By Mark Welsh

After 30 years subverting language for craven commercial purposes I'm hardly qualified to get all "Grandma Grammar" on anyone's ass about what's proper and what's not.  But an overused abbreviation is ambitiously sweeping the world right now, and none of our dangling participles are safe.  It goes by the name of "ampersand". You may know it by its street tag:

 The ampersand has been prancing about in brandbooks & catalogs & advertising a lot of late, sucking in it's prosperous belly and masquerading as the exact equivalent of and - which it isn't and never will be, no matter how seductively it loops and swoops.  And should be used in the majority of cases, while & should be used in just a few (see below).  & just because it's quicker to write & than and, doesn't mean it's okay to interchange them willy nilly like no-one will notice.  I noticed, and i've been grinding my teeth in my sleep about it for months.  Thanks a lot &.  

Herewith, hereby, and heretofore, the rules and regulations of AND vs. & (that no one ever asked for). 
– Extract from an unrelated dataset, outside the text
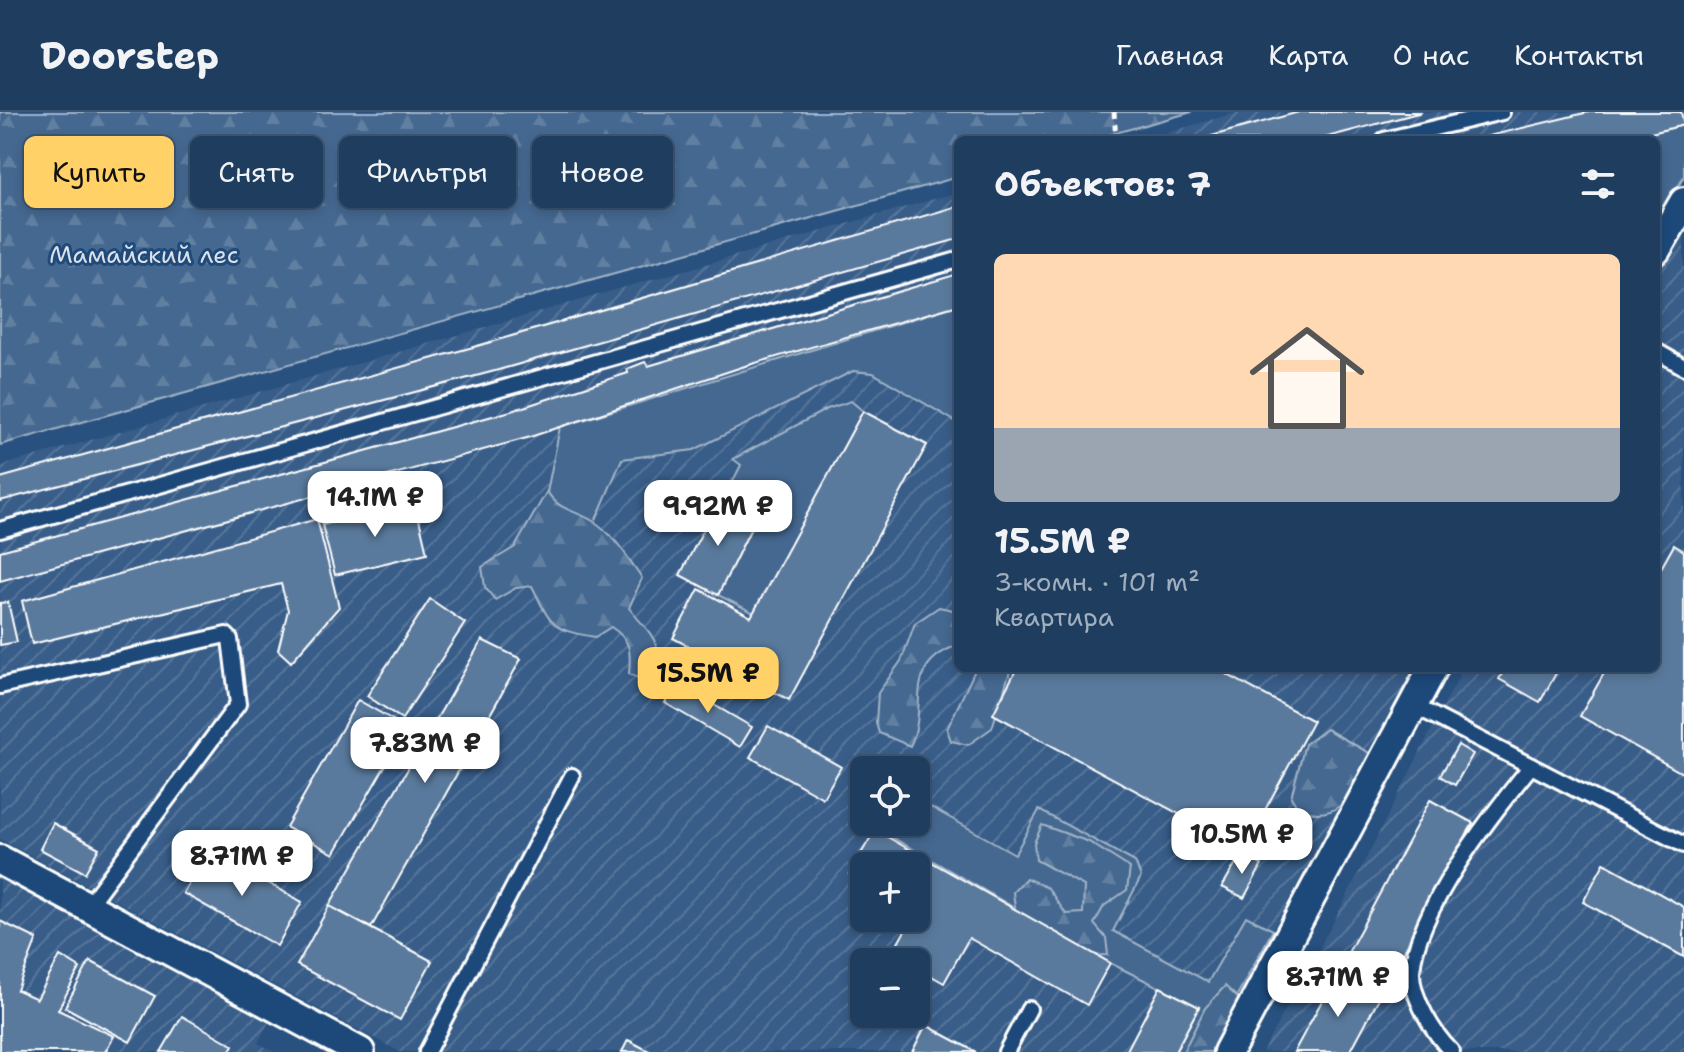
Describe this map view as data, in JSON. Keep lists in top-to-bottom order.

& is appropriate in business names, like "Rich & Honest Bank" or "Grammar & Grandpa's proofreading"

& is okay when space is limited; e.g. long lists and tiny disclaimer text that no one ever reads anyway

& is used to indicate a closer collaboration than and in film credits for stories and screenplays, etc. 

And & is made for beautiful logos in a way that and sadly is not.